## ACTIVITY
Set down the data again word for word. Skip any pictures.
□ □ □ □ □ □ □
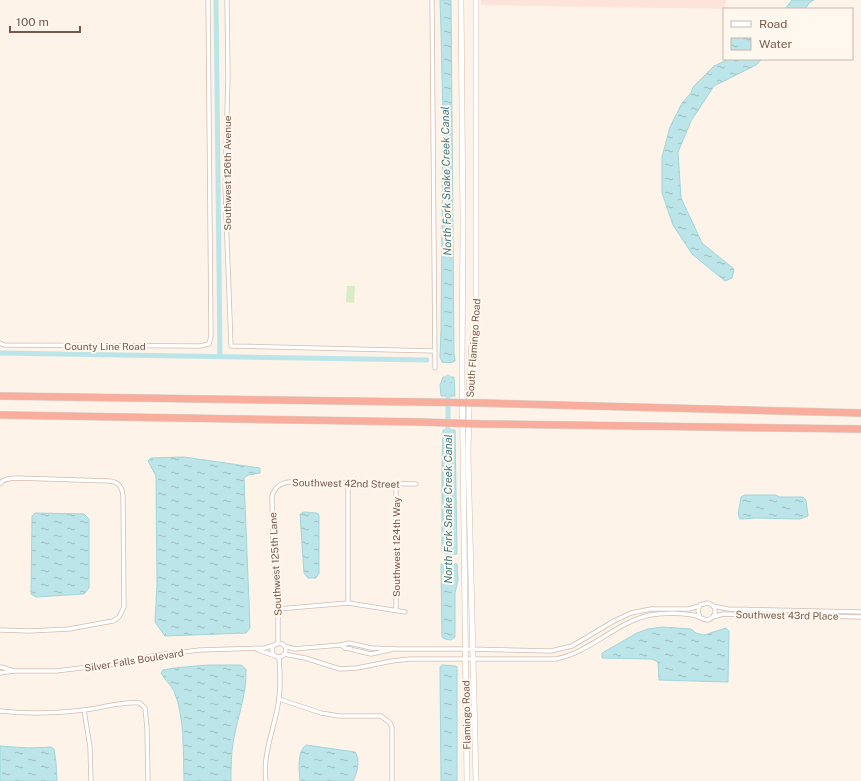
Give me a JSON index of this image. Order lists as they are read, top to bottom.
{
  "streets": {
    "main road": ["South Flamingo Road", "Flamingo Road"],
    "street": [
      "Southwest 126th Avenue",
      "County Line Road",
      "Southwest 42nd Street",
      "Southwest 124th Way",
      "Southwest 125th Lane",
      "Southwest 43rd Place",
      "Silver Falls Boulevard"
    ]
  },
  "crossings": [
    ["Southwest 126th Avenue", "County Line Road"],
    ["South Flamingo Road", "Flamingo Road"],
    ["Southwest 42nd Street", "Southwest 124th Way"],
    ["Southwest 42nd Street", "Southwest 125th Lane"],
    ["Southwest 125th Lane", "Silver Falls Boulevard"]
  ],
  "water": ["North Fork Snake Creek Canal"],
  "legend": ["Road", "Water"],
  "scale_bar": "100 m"
}
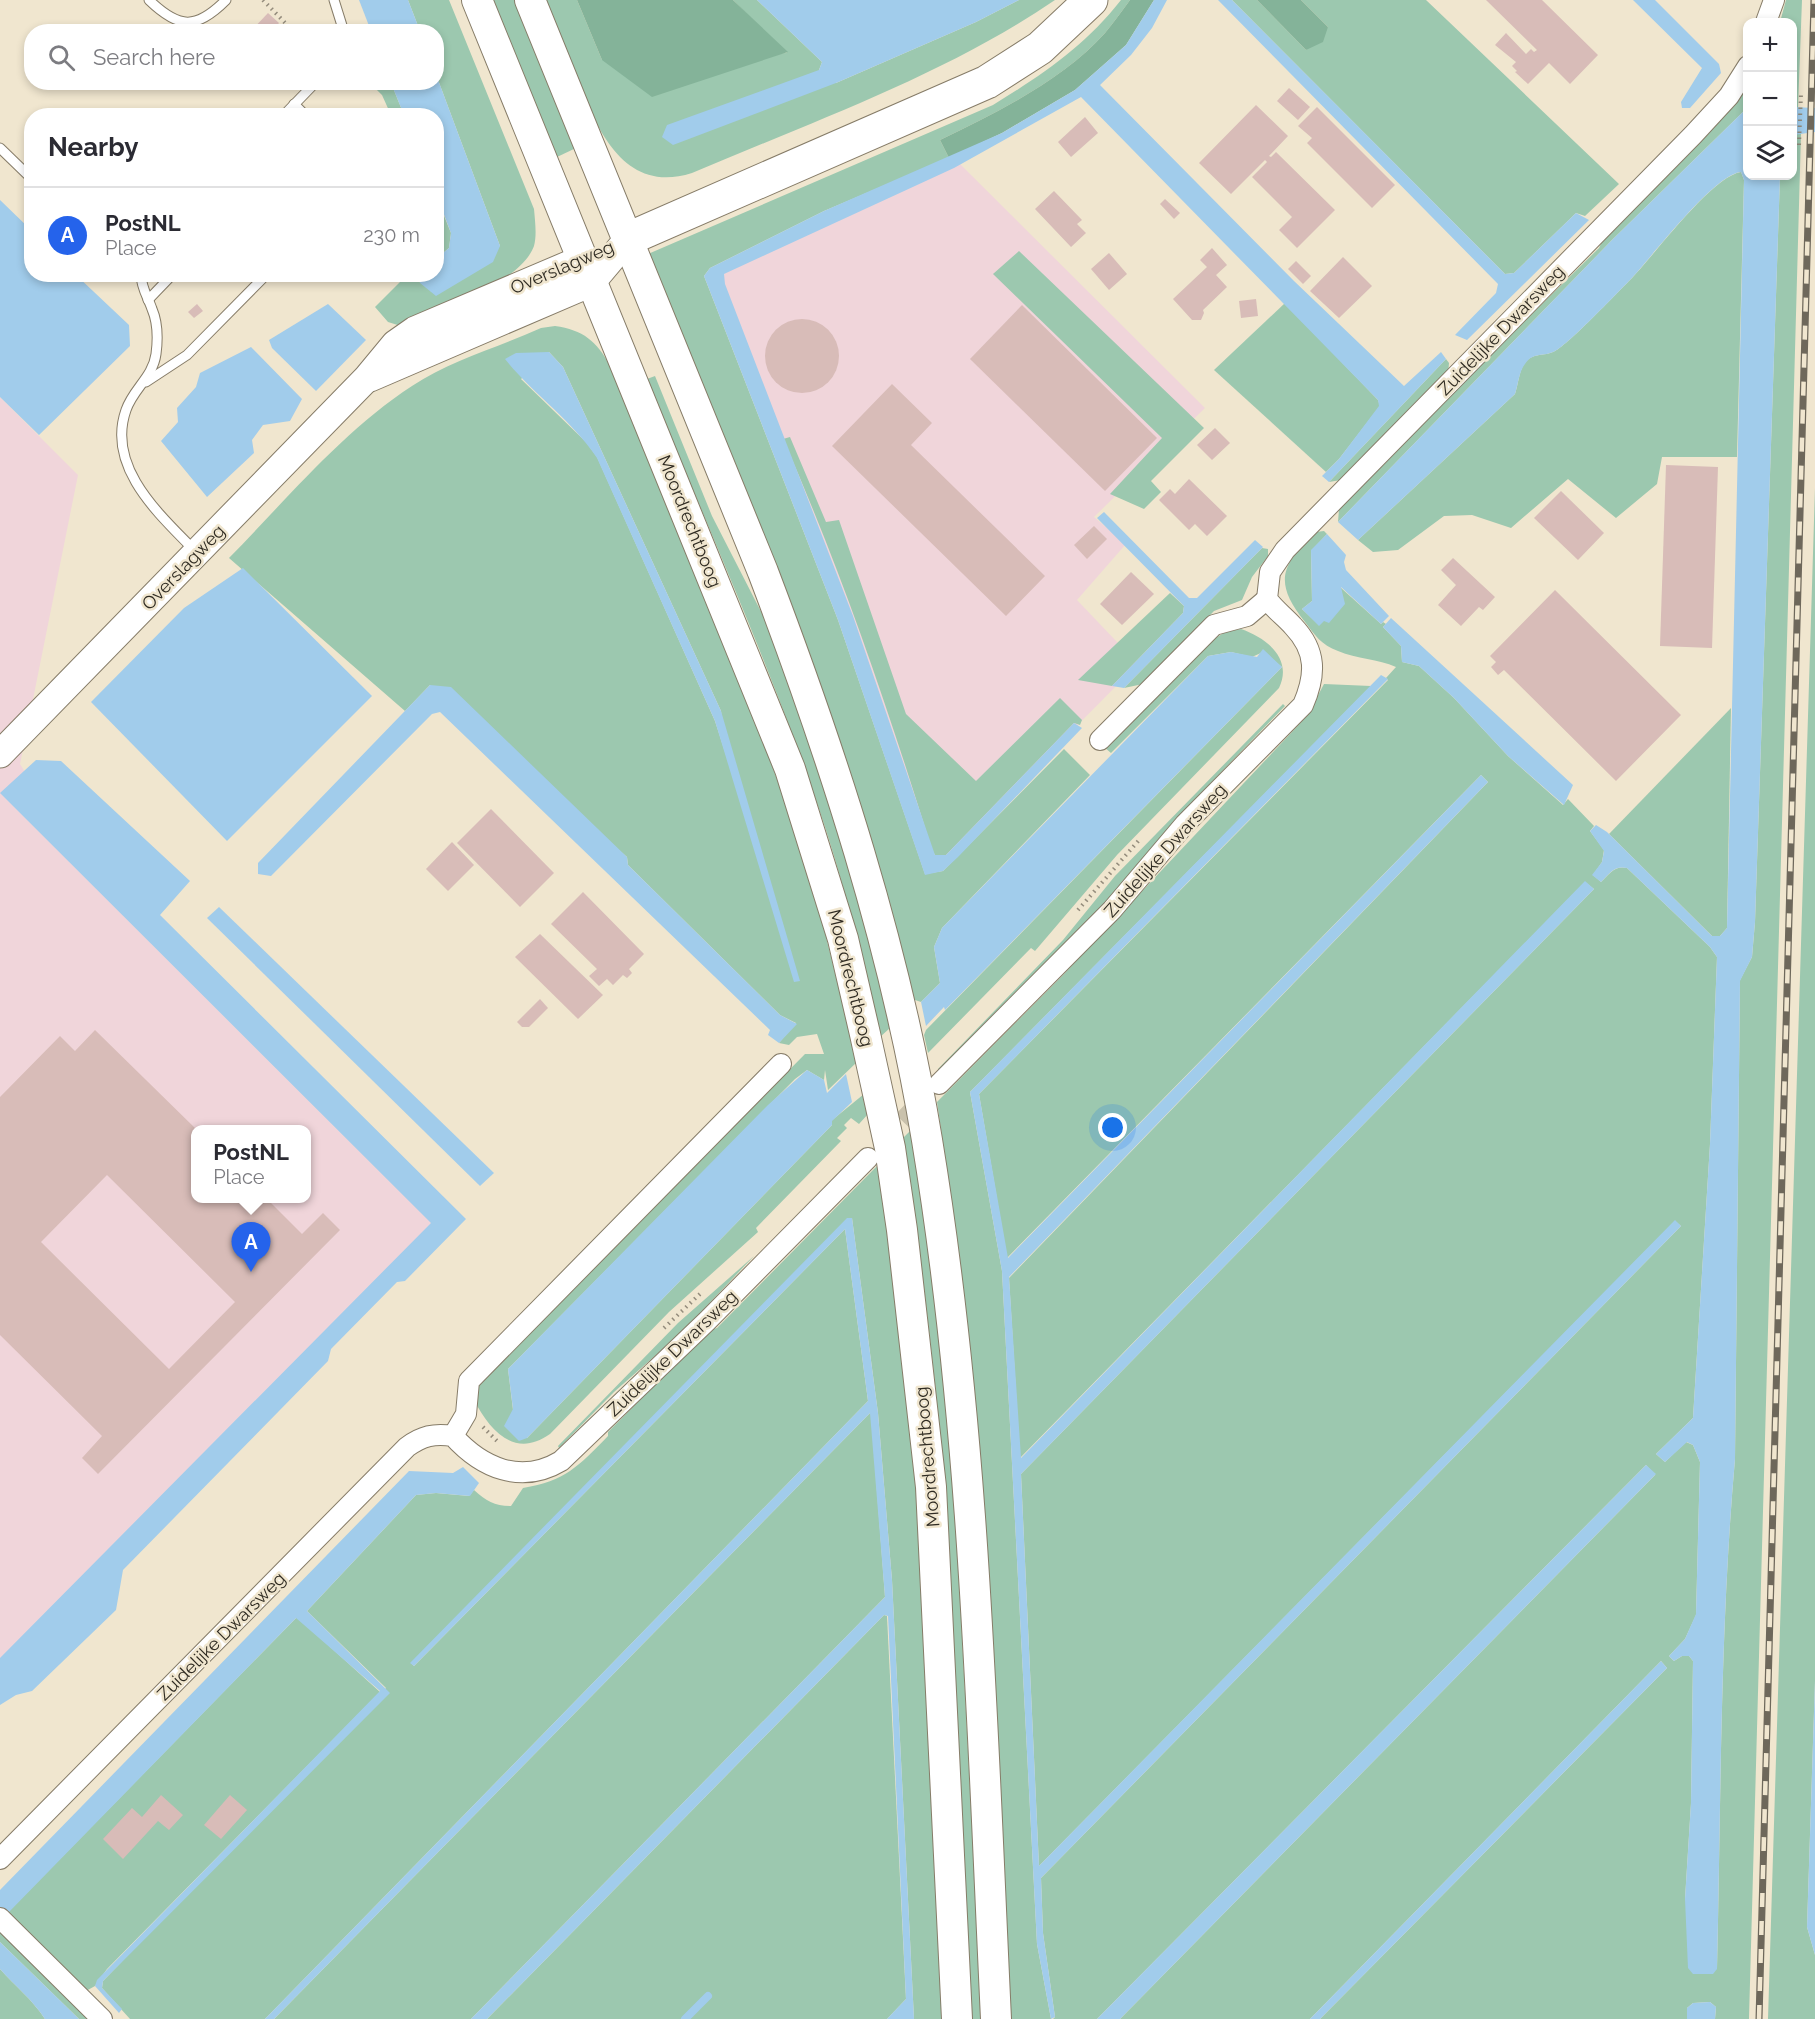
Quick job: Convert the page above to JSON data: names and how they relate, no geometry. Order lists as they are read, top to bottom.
{
  "streets": {
    "main road": ["Overslagweg", "Moordrechtboog"],
    "street": ["Zuidelijke Dwarsweg"]
  },
  "crossings": [
    ["Overslagweg", "Moordrechtboog"]
  ],
  "page": {
    "map_buttons": ["+", "−"],
    "search": "Search here",
    "heading": "Nearby",
    "list": [
      {
        "mark": "A",
        "name": "PostNL",
        "note": "Place",
        "value": "230 m"
      }
    ],
    "popup": ["PostNL", "Place"],
    "pins": "A"
  }
}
□ □ □ □ □ □ □
## EXERCISE ANSWER
Give me a JSON index of this image. Order lists as they are read, top to bottom.
{
  "streets": {
    "main road": ["South Flamingo Road", "Flamingo Road"],
    "street": [
      "Southwest 126th Avenue",
      "County Line Road",
      "Southwest 42nd Street",
      "Southwest 124th Way",
      "Southwest 125th Lane",
      "Southwest 43rd Place",
      "Silver Falls Boulevard"
    ]
  },
  "crossings": [
    ["Southwest 126th Avenue", "County Line Road"],
    ["South Flamingo Road", "Flamingo Road"],
    ["Southwest 42nd Street", "Southwest 124th Way"],
    ["Southwest 42nd Street", "Southwest 125th Lane"],
    ["Southwest 125th Lane", "Silver Falls Boulevard"]
  ],
  "water": ["North Fork Snake Creek Canal"],
  "legend": ["Road", "Water"],
  "scale_bar": "100 m"
}
Quick job: Convert the page above to JSON data: names and how they relate, no geometry. Order lists as they are read, top to bottom.
{
  "streets": {
    "main road": ["Overslagweg", "Moordrechtboog"],
    "street": ["Zuidelijke Dwarsweg"]
  },
  "crossings": [
    ["Overslagweg", "Moordrechtboog"]
  ],
  "page": {
    "map_buttons": ["+", "−"],
    "search": "Search here",
    "heading": "Nearby",
    "list": [
      {
        "mark": "A",
        "name": "PostNL",
        "note": "Place",
        "value": "230 m"
      }
    ],
    "popup": ["PostNL", "Place"],
    "pins": "A"
  }
}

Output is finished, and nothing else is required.